A question about metrics on ddp #5781

haichao592 · 2020-06-28T12:02:22Z

haichao592
Jun 28, 2020

Thanks for the nice work! 🥳🥳🥳

Backgroud

The new metrics package is released with build-in ddp support.
DistributedSampler is used by dataloaders to work with ddp.
It adds extra samples to make the samples evenly divisible.
This means during evaluation and testing, the added extra samples affect the eval result.

Question

Does the metrics package remove the extra redundant samples to make sure the eval result is not affected?

I have looked into the code and find the answer is NO.
Did I miss something or it's just not been resolved for now?

justusschock · 2020-07-02T06:50:27Z

justusschock
Jul 2, 2020
Maintainer

Hi @haichao592 , AFAIK the DistributedSampler simply does not behave like this. It only divides the dataset into disjunct subsets and does not add any extra samples. This is also the reason, we haven't implemented this.

0 replies

zerogerc · 2020-07-02T07:41:45Z

zerogerc
Jul 2, 2020

@justusschock, the DistributedSampler actually adds samples from the start of the dataset to make the number of examples evenly divisible:

        # add extra samples to make it evenly divisible
        indices += indices[:(self.total_size - len(indices))]

Reference: https://github.com/pytorch/pytorch/blob/master/torch/utils/data/distributed.py#L79

0 replies

justusschock · 2020-07-02T07:53:04Z

justusschock
Jul 2, 2020
Maintainer

Okay, thanks @zerogerc learned something new :)

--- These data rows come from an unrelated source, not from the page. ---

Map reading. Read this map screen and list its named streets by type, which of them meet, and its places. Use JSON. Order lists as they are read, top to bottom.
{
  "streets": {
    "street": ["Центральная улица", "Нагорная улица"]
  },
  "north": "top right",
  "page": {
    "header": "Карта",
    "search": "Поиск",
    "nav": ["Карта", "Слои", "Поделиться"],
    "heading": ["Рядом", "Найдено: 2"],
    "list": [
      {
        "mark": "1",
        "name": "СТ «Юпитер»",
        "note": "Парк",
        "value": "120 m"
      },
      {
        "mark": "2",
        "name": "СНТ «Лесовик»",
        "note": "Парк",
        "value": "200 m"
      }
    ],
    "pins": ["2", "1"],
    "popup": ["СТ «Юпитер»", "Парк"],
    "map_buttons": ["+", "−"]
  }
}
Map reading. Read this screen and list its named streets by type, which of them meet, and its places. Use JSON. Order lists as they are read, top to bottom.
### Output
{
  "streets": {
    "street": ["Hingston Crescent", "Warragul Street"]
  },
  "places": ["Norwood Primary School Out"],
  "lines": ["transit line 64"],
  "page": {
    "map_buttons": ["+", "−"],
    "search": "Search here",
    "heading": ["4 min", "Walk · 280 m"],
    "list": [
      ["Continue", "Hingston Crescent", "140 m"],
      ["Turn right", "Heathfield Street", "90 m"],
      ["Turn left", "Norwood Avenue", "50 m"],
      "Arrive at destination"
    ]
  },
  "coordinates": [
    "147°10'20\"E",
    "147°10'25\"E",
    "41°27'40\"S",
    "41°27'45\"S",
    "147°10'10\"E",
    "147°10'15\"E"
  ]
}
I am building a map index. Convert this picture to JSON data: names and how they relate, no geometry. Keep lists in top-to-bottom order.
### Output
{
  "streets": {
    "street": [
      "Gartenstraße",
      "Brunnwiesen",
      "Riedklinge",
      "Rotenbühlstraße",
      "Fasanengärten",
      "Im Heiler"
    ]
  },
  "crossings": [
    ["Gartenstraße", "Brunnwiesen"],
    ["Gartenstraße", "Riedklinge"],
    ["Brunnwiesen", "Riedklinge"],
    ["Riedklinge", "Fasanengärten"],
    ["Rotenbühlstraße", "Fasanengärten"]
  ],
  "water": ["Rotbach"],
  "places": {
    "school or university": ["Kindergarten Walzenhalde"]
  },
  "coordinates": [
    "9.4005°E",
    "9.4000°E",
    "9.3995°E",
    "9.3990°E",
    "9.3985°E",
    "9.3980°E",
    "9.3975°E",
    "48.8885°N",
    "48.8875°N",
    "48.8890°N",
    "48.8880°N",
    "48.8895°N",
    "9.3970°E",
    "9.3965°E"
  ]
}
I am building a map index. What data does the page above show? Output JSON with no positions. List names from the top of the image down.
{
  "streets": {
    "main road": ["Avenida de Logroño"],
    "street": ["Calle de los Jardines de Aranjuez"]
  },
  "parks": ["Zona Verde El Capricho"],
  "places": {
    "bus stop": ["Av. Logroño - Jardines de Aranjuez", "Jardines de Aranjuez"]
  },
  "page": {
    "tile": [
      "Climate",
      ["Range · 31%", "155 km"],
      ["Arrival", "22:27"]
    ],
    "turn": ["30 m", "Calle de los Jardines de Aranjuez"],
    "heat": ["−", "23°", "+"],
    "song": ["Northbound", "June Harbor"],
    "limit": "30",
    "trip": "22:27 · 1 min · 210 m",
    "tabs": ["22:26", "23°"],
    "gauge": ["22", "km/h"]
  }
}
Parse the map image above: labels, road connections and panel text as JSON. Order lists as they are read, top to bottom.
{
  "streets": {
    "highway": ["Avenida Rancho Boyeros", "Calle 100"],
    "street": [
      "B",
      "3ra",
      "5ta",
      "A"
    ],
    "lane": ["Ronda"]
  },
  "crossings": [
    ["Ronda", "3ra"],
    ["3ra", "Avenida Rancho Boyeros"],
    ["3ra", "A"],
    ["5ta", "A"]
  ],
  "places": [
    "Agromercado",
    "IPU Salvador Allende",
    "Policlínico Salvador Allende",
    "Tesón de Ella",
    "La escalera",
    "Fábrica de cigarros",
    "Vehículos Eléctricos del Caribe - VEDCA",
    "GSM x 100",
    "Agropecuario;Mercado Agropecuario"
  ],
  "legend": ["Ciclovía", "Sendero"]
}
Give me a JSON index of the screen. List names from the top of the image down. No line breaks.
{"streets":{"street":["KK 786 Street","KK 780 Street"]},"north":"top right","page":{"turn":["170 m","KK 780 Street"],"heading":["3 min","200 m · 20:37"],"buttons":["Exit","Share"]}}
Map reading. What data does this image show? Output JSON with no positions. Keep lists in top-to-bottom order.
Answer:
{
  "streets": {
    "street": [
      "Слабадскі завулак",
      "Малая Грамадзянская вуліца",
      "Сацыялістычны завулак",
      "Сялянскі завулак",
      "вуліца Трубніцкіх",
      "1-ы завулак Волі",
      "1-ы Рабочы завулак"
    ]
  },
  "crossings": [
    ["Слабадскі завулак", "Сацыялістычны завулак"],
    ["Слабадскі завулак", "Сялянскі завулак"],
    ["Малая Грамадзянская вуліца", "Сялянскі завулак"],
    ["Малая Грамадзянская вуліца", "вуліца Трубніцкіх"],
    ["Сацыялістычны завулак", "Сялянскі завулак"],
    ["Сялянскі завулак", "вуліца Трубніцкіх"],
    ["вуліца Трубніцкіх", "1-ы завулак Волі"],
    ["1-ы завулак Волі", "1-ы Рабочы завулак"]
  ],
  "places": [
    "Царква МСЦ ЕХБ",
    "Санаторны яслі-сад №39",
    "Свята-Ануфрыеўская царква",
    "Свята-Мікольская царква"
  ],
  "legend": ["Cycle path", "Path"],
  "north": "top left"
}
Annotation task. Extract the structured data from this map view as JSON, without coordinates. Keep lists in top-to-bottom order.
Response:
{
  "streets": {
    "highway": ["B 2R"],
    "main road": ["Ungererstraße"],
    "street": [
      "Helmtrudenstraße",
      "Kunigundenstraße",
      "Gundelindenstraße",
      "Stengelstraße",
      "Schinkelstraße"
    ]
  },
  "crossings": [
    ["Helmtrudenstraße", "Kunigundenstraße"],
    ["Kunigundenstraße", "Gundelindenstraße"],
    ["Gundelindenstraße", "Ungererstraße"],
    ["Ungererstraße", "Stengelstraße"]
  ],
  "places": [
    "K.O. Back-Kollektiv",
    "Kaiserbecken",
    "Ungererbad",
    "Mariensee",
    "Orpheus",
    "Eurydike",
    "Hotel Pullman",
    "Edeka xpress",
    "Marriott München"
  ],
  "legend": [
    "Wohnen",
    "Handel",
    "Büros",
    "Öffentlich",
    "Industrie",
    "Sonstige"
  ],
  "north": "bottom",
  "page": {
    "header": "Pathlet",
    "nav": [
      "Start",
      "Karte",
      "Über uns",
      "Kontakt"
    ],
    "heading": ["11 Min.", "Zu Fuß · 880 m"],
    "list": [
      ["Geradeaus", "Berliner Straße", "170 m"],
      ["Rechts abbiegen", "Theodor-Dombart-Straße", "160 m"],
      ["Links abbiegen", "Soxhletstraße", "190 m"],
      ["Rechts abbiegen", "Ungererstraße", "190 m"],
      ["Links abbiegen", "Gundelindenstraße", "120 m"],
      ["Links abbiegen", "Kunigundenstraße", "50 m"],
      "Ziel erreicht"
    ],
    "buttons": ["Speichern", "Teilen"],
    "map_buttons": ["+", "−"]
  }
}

But to answer the question here: No we don't over that and I also think we can't do that so easily. Because we don't know which samples that are (there may also be shuffling) and we also don't know which batch you currently feed in your metric. So far this is only a module that calculates and syncs with some sanity checks. The more advanced features are yet to come, but I'm not sure, if this is possible :)

@SkafteNicki do you think, we can add this feature? Probably not without knowing the index and removing duplicates, which we won't do, right?

0 replies

zerogerc · 2020-07-02T08:04:16Z

zerogerc
Jul 2, 2020

Hi @justusschock, just my thoughts on this matter.

I believe that even divisibility is only critical for backward propagation and gradient calculation. I think that writing a distributed sampler which does not add additional samples would solve the problem for the metrics calculation.

0 replies

SkafteNicki · 2020-07-02T08:04:26Z

SkafteNicki
Jul 2, 2020
Collaborator

I was neither aware of this, and cannot really understand why this is default behavior of pytorch (at least without any kind of warning).
I guess that the only way to prevent this would be to write a custom DistributedSampler that corrects this.

0 replies

justusschock · 2020-07-02T08:08:33Z

justusschock
Jul 2, 2020
Maintainer

@SkafteNicki @zerogerc when you think about it, this makes sense (and can not be changed that easily without dropping the last batches), since you cannot sync/reduce something that is not available on some of the processes (which would be the case if you have a not evenly divisible number of batches/samples.

0 replies

SkafteNicki · 2020-07-02T08:13:27Z

SkafteNicki
Jul 2, 2020
Collaborator

@justusschock for something like that to work, a torch.distributed.barrier would be needed before any reduction?

0 replies

zerogerc · 2020-07-02T08:37:16Z

zerogerc
Jul 2, 2020

@justusschock, @SkafteNicki
One more concern.

I think that custom sampler would break the MEAN reduce operation for metrics. For example, accuracy cannot be correctly reduced if each process handled the different number of examples. For correct reduction, each process should calculate the number of handled examples. Another approach is to return tps and sups and always use SUM operation to reduce ddp.

0 replies

SkafteNicki · 2020-07-02T08:42:58Z

SkafteNicki
Jul 2, 2020
Collaborator

@zerogerc we are aware of that problem, and I have an upcoming PR that will fix that issue by using SUM to sync metric states (for accuracy tps and sups) which afterwards gets divided

0 replies

SkafteNicki · 2020-07-02T08:49:32Z

SkafteNicki
Jul 2, 2020
Collaborator

This problem was also discussed in pytorch (pytorch/pytorch#22584) with the solution that the only way to do this would be to keep track of the sample ids and then filter the computations based on that.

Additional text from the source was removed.